- _Task instructions_
Each line that has the string "McDonald" must be copied from the records below.

- _Given records_
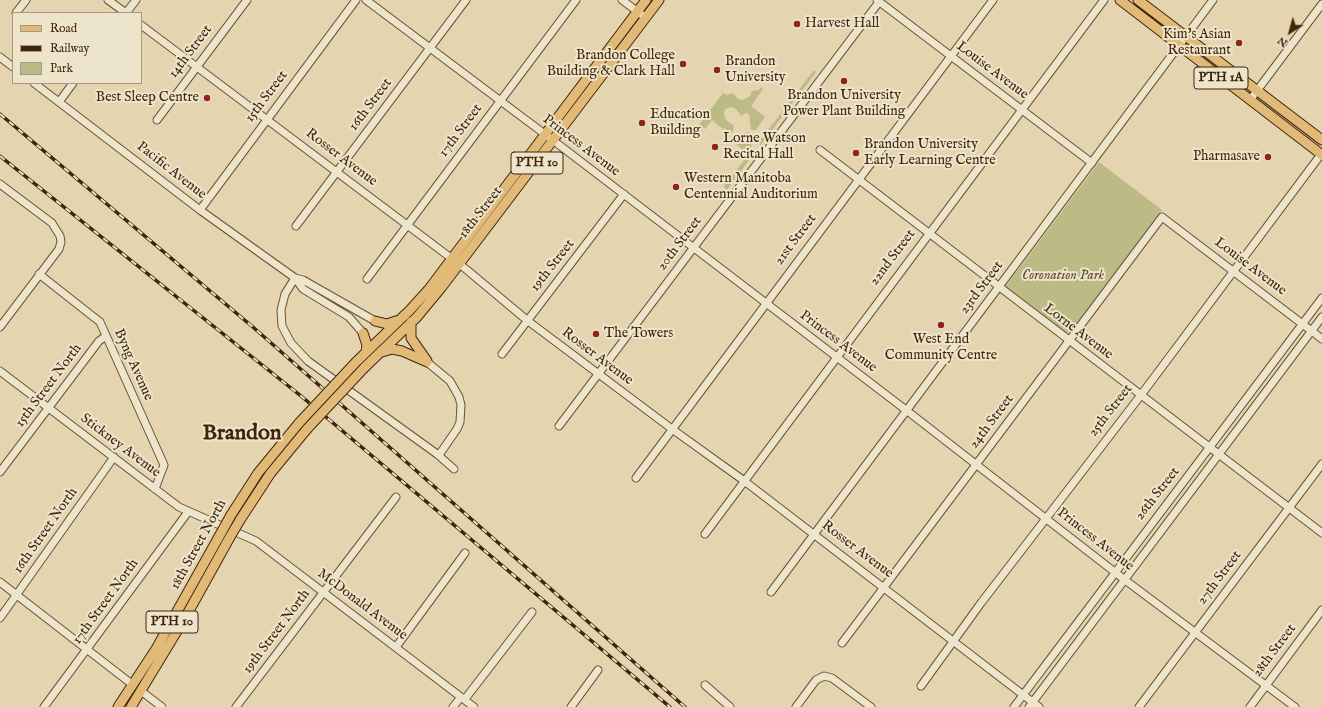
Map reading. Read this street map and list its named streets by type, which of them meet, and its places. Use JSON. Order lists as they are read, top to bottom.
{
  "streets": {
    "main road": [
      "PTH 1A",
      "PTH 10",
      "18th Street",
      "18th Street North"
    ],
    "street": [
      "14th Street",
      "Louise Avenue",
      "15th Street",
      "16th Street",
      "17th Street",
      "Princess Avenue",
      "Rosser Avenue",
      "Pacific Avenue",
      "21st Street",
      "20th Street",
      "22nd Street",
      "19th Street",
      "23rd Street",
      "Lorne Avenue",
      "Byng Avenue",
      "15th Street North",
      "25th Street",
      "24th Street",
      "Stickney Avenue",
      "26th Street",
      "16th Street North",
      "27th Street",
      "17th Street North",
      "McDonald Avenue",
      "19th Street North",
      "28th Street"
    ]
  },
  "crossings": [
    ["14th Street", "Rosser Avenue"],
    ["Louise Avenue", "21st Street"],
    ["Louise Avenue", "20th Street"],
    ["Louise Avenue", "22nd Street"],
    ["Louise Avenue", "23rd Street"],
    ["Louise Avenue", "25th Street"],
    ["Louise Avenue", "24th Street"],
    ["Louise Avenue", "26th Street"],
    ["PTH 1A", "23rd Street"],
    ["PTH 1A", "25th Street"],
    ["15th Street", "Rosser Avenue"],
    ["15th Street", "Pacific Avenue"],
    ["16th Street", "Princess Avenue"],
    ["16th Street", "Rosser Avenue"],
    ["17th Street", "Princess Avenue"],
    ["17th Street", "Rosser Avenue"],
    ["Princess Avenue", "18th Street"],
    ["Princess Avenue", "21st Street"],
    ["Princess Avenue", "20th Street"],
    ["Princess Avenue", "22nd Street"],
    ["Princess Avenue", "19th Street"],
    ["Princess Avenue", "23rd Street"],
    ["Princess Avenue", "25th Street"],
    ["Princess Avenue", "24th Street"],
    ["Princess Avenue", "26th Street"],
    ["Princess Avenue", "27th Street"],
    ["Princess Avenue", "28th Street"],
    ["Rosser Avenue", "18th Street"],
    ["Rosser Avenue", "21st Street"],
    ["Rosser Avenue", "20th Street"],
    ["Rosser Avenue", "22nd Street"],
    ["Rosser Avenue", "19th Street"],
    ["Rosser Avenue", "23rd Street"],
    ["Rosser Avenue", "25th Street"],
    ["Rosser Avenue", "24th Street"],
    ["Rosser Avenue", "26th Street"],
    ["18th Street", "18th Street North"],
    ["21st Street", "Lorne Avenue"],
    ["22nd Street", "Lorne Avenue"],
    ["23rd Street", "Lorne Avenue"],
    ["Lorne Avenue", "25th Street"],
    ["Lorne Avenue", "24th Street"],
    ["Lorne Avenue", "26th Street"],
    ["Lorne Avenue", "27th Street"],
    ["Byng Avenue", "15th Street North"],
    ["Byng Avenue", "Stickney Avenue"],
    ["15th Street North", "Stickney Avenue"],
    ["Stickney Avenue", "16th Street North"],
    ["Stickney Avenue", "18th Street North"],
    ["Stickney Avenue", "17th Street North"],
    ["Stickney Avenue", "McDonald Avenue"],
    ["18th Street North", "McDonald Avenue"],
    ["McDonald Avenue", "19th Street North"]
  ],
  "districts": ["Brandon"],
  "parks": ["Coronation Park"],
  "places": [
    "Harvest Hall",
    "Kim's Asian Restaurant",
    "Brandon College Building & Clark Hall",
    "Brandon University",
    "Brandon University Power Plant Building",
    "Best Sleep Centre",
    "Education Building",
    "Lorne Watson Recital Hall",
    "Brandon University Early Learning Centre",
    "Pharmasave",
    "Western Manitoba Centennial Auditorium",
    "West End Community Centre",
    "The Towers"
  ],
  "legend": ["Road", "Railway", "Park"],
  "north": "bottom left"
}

- _Exercise answer_
      "McDonald Avenue",
    ["Stickney Avenue", "McDonald Avenue"],
    ["18th Street North", "McDonald Avenue"],
    ["McDonald Avenue", "19th Street North"]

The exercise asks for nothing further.